Когда немцы стояли под Москвой, к ним пришли из Академии наук, предложили эвакуироваться в Среднюю Азию в одном из первых эшелонов. Бабушка гордо вскинула голову:

– Бежать? От Гитлера? Простите, не могу. И Сонечке не позволю.

Да разве же Сонечка уехала бы одна! После того, как погибла ее единственная дочь, бабушка постарела сразу, вдруг. Прежде всего исчезла ее царственная осанка, как-то обмякли, подались вперед плечи, а гордую посадку головы портил теперь мелко дрожащий подбородок. Она и всегда-то ела мало – «много едят только хамы», а тут и вовсе стала клевать, как птичка. Однажды Сонечка пришла с занятий и не застала бабушку, как обычно, у маминого туалетного столика, где она раскладывала пасьянс. Бабушка лежала на диване, в комнате пахло каким-то сердечным лекарством. Умерла она через неделю, в полном сознании. Перед смертью сказала:

– Твой отец был хорошим человеком, я не всегда была к нему справедлива. – И тут же, словно боясь изменить себе и на смертном одре, добавила: – Но мама сделала ошибку, выйдя за человека не своего круга. Однако смерть их сравняла. А вот ты…

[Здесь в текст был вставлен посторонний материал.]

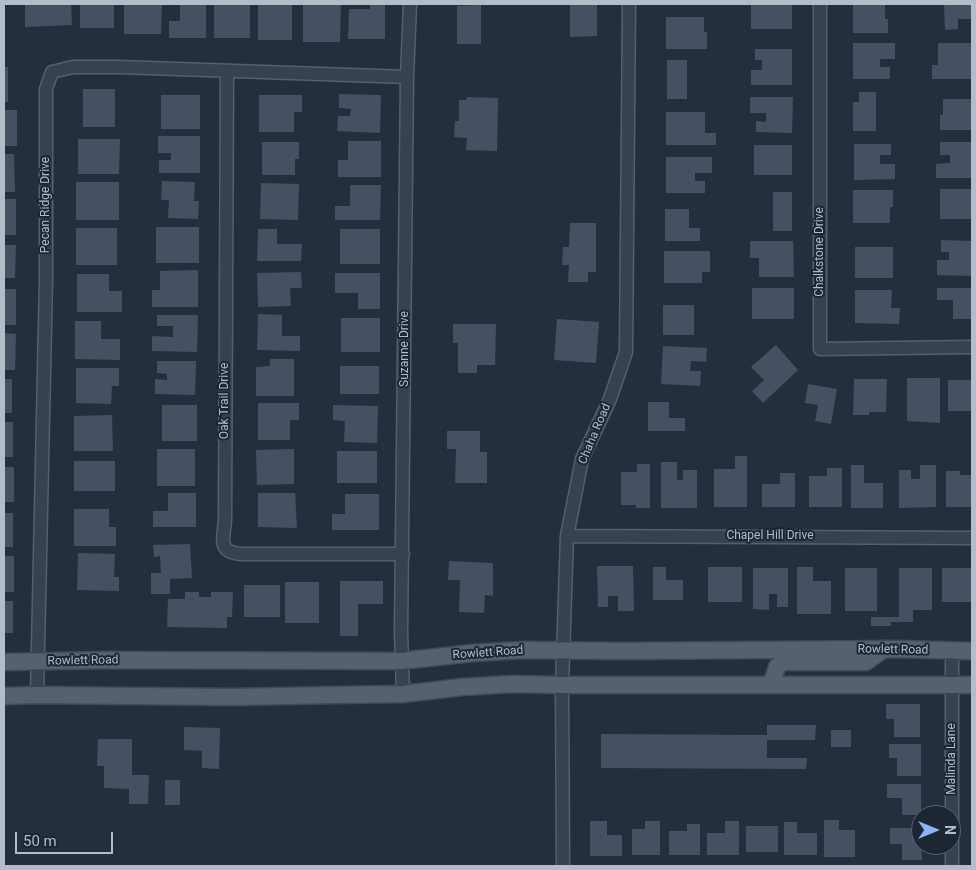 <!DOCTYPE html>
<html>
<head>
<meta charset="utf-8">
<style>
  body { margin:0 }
  #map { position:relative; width:976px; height:870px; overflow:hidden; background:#242f3e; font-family:Roboto,sans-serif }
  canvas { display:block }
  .frame { position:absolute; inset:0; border:5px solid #b4bcc9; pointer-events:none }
  .north { position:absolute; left:911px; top:805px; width:50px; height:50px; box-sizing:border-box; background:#1d2633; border:1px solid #59626f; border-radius:50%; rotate:90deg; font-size:14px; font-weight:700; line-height:20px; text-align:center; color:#b4bcc9 }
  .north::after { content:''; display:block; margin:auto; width:18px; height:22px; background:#8ab4f8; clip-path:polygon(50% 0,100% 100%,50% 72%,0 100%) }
  .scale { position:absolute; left:15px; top:832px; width:98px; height:22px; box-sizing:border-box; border:2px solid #b4bcc9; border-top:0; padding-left:6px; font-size:15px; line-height:18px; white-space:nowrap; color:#b4bcc9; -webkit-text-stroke:4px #1d2633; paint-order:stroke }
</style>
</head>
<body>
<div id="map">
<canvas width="976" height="870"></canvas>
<div class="frame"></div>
<div class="north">N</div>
<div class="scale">50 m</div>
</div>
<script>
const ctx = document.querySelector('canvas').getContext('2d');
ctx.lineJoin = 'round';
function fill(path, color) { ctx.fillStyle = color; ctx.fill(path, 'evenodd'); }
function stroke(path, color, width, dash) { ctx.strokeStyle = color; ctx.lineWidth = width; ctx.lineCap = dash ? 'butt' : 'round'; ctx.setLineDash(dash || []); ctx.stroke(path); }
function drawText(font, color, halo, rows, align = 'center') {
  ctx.font = font + ' Roboto,sans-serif'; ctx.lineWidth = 4; ctx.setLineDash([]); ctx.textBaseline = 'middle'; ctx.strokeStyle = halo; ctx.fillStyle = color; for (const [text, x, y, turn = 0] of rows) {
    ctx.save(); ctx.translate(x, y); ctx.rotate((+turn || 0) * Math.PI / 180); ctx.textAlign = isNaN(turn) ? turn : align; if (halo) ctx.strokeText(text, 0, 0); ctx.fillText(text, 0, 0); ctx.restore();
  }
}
const building = new Path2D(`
  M25,4H71L72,25L25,27Z
  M80,4H114V28H80Z
  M124,4H162L161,34H124Z
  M180,4H206V38H169V21H180Z
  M214,4H250V38H214Z
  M258,4H292V40H258Z
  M303,4H341L340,42H303Z
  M370,4H385V39H348L349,9H370Z
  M478,4H481V44H457V6L478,5Z
  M570,4H597V36L570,37Z
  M751,4H792V29H751Z
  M853,4H885V19H888V33H853Z
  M944,4H972V19H958V29L945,30Z
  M666,17H704V32H707V49H666Z
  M853,43H895V59H880V67H890V79H853Z
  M938,43H972V79H932V65H938Z
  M755,49H792V85H751V70H762V60H755Z
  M667,60H687V99H667Z
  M4,67H8V102H4Z
  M83,89H115V127H83Z
  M859,92H876V131H853V102H859Z
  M339,94L381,95L380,133L337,131L338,116H350L351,109L339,108Z
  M161,95H200V129H161Z
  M259,95H302V112H294V132H259Z
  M467,97L498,98L497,151L466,150L467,138L454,137L455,121H459V100H466Z
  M750,97H793L792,133L756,132V121L766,122V113H750Z
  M943,99H972V130H940V115H943Z
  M4,110H17V146H4Z
  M666,112H705V133H716V145H666Z
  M158,136H200V173H159V160H171V153H158Z
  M78,139H120L119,174H78Z
  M348,141H381V177H338V160H348Z
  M262,142H299V159H295V175H262Z
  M940,142H972V178H936V164L950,163V155H940Z
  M854,144H891V155H880V164H895V179L854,180Z
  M754,145H792V175H754Z
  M4,154H14L15,192H4Z
  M666,157H712V173H695V181H705V193H666Z
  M162,181L195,182L194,201H199L198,219L168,218L169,200H161Z
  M76,182H119V220H76Z
  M261,183L299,184L298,220L260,219Z
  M350,185H381L380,220H335V206H350Z
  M940,189H972V219H940Z
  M853,190H893V207H890V223H853Z
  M773,192H792V231H773Z
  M4,199H16V235H4Z
  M665,209H689V228H700V241H665Z
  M570,223H596V272H588V282H568L569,265H562L563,247H569Z
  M156,227H199V263H156Z
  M76,228H117V265H76Z
  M258,229H277V244H302L301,261H257Z
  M340,229H380V264H340Z
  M941,240L972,241V276L937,275V260H949V252H941Z
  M750,241H793L794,277H759V258H750Z
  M4,245H16L15,278H4Z
  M855,247H893V278H855Z
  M664,251H710V272H702V283H664Z
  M198,270V307H152V290H160V271Z
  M301,272L302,288H290L291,306L258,307L257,273Z
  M335,273H380V309H358V293H335Z
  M77,274H109V291H122V312H77Z
  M752,288H794V319H752Z
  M937,288H972V319H953V300H937Z
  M4,289H16V325H4Z
  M855,290H892L891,308H900L899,324L855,323Z
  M663,305H694V335H663Z
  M258,314L282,315V336H300V351L257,350Z
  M157,315H198L197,352L152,351V336L173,337V326H157Z
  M341,318H380V352H341Z
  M557,319L599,322L596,363L554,360Z
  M75,321H101V339H120V360L75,359Z
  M453,324H496L495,365H477V373H458V343H453Z
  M4,333L16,334L15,370H4Z
  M776,345L798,370L763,403L752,391L764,380L751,367Z
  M663,346L707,348L706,362L691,361L690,371H701L700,386L661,384Z
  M270,359H294V396H256V367L270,366Z
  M157,361H196L195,395L155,394V379L167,380V374L157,373Z
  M340,366H379V394H340Z
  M76,368H119V386H112L111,404L76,403Z
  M907,378H940V423L907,421Z
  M4,379H12V413H4Z
  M854,379H887L886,412H869V415H853Z
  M948,380H972V411H948Z
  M808,384L837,389L831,424L815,421L818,405L805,403Z
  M648,402H669V418H685V431H648Z
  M258,403H299V420H290V440H258Z
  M162,405H197V441H162Z
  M333,405L378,406L377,443L344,442L345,421L333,420Z
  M112,415L113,451H74V416Z
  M4,422H13V457H4Z
  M447,431H480V452H487V483H455L456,449H447Z
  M157,449H195V486H157Z
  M294,449V484L257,485L256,450Z
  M337,451H377V483H337Z
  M735,456H747V507H714V469H735Z
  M74,461H115V491H74Z
  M661,462H677V480H683V470H697V508H661Z
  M637,464H650V508H636V505H621V472H637Z
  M851,465H864V483H883V508H851Z
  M920,465H936V507L899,508V470H911V479H920Z
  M4,467H14V502H4Z
  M827,468H842V507H809V476H827Z
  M946,471H960V475H972V507H946Z
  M780,473H795V507H762V484H780Z
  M168,493H196V527H153V511H168Z
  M258,493H295L297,528L258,527Z
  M345,494H379V530H332V514H345Z
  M74,509H109V527H116V546H74Z
  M4,513H13V547H4Z
  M190,544L192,578L170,579V594H151V573H161L160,556L154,557L153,545Z
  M78,553L115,554L114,577H119V591L77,590Z
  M4,556H14V592H4Z
  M449,561L493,563V596L485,595L484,613L459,612L460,580H448Z
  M597,566H633L634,611H618V596H608V607H598Z
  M653,567H666V580H683V600H653Z
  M708,567H742V602H708Z
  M797,567H813V581H831V614H797Z
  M753,568H788V607H777V594H769V610L753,609Z
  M845,568H877V611H845Z
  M899,568H932V610H913V622H891V626H871V617H899Z
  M942,568H972V602H942Z
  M340,581H383V604H358V636H340Z
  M285,582H319V623H285Z
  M244,585H280V617H244Z
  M185,592H199V597H211V592H233L232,617H227V628L167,627L168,599H185Z
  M4,601H13V633H4Z
  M886,704H920V737H894V719H886Z
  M767,725H816L815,740H767V758H807L806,769L601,768V734L767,735Z
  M184,727L220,728L219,769L202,768V751L184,750Z
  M831,730H851V747H831Z
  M98,739H132V775H149L148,804H129V789L104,788V766H97Z
  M889,744H921V776H897V758H889Z
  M165,780H180V805H165Z
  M887,784H921V815H902V798H887Z
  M824,820H839V830H855V857H824Z
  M590,821H607V835H622V856H590Z
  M645,821H660V855H632V829H645Z
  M725,821H739V855H707V833H725Z
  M784,822H797V833H817V855H784Z
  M687,824H700V855H669V831H687Z
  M746,826H778V852H746Z
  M890,828H921L922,860H902V844H890Z`);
const minor = new Path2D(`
  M820,4V349L972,347
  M227,72L225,520C224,538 216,551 240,554H403
  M567,536L972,538
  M403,694L401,632L407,77L410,4
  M37,695L46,279V89L52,72L73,67H120L407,77
  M563,866L562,685L567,536L582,459L610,399L626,352L629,4
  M952,866V651`);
const major = new Path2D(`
  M4,662L109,660L401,661L473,653L523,650L623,651L899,649L972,651
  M771,685L777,667L782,662H866L884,649
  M4,696L37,695L232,697L335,695L403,694L462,687L512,684L562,685H972`);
const streetNames = [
  ["Pecan Ridge Drive",46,205,-90],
  ["Chalkstone Drive",820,252,-90],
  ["Suzanne Drive",405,349,-90],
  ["Oak Trail Drive",225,401,-90],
  ["Chaha Road",595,434,-67],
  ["Chapel Hill Drive",770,536],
  ["Rowlett Road",893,650,1],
  ["Rowlett Road",488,653,-4],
  ["Rowlett Road",83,661,-1],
  ["Malinda Lane",952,759,-90]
];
fill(building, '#455162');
stroke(minor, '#565f6c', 15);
stroke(major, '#414a57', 19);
stroke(minor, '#38414e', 12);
stroke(major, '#56606e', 16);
drawText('12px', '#b4bcc9', '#1d2633', streetNames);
</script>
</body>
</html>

Досказать ей не удалось. Рука, остановившись в воздухе, вдруг бессильно упала. Так осталась Сонечка одна.

В Ташкенте жил ее единственный родственник – двоюродный брат мамы или ее кузен, как называли его в семье. Приехав похоронить тетушку, дядя долго уговаривал Сонечку перебраться к нему. Он овдовел, когда ему еще не было и тридцати. Больше не женился, жил один. Сонечка наотрез отказалась ехать. Как же консерватория? Там вот-вот должны были снова начаться занятия. И потом – квартира, где висят на стенах старые портреты, написанные известными художниками, где стоит рояль, на котором играла бабушка. Нет, переезд в теплый Ташкент казался ей предательством.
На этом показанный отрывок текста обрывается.